La nueva praxis una vez iniciada se consolidó. Queriendo regularizar la situación, el Santo Padre Pablo VI, de feliz memoria, hizo una encuesta a los obispos. Y muchos obispos, como está escrito en el documento pontificio Memoriale Domini, no aceptaron esta nueva praxis. Pero ésta ya estaba difundida en ciertas zonas y seguramente el Papa encontró dificultad para hacerlos volver sobre sus pasos. Para legalizar esta anomalía, permitió a algunos países continuarla. Pero no indicaba de ningún modo este ejemplo como válido para todo el mundo. Además el Papa determinó que, si bajo ciertas condiciones, las conferencias episcopales querían adoptar la nueva praxis, era necesario pedir el indulto a la Santa Sede.

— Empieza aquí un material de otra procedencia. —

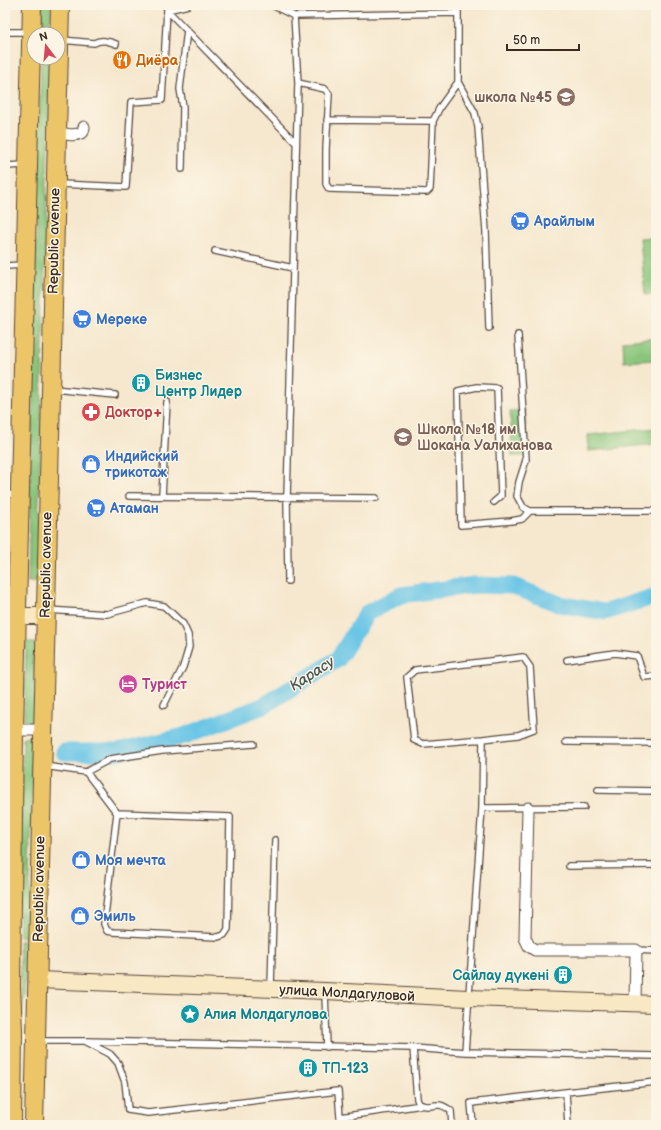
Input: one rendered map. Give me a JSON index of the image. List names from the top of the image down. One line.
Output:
{"streets":{"main road":["Republic avenue"],"street":["улица Молдагуловой"]},"crossings":[["Republic avenue","улица Молдагуловой"]],"water":["Қарасу"],"places":{"restaurant":["Диёра"],"school or university":["школа №45","Школа №18 им Шокана Уалиханова"],"supermarket":["Арайлым","Мереке","Атаман"],"building":["Бизнес Центр Лидер","Сайлау дүкені","ТП-123"],"pharmacy":["Доктор+"],"shop":["Индийский трикотаж","Моя мечта","Эмиль"],"hotel":["Турист"],"place":["Алия Молдагулова"]},"scale_bar":"50 m","north":"top"}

Entonces las conferencias episcopales de otros países comenzaron a adoptarla, bajo la presión de diversas escuelas teológicas y litúrgicas que decían que la nueva praxis era un gesto más abierto, más moderno. Luego los viajeros que iban a los países del Tercer Mundo pedían recibir la Comunión de este modo. De todos modos, permanecía la obligación de pedir el indulto a la Santa Sede. El hecho mismo de tener que pedir el indulto indica que la praxis normal es la otra. Ahora la praxis extraordinaria se ha vuelto la praxis normal. Pero no debería ser así en todos los países.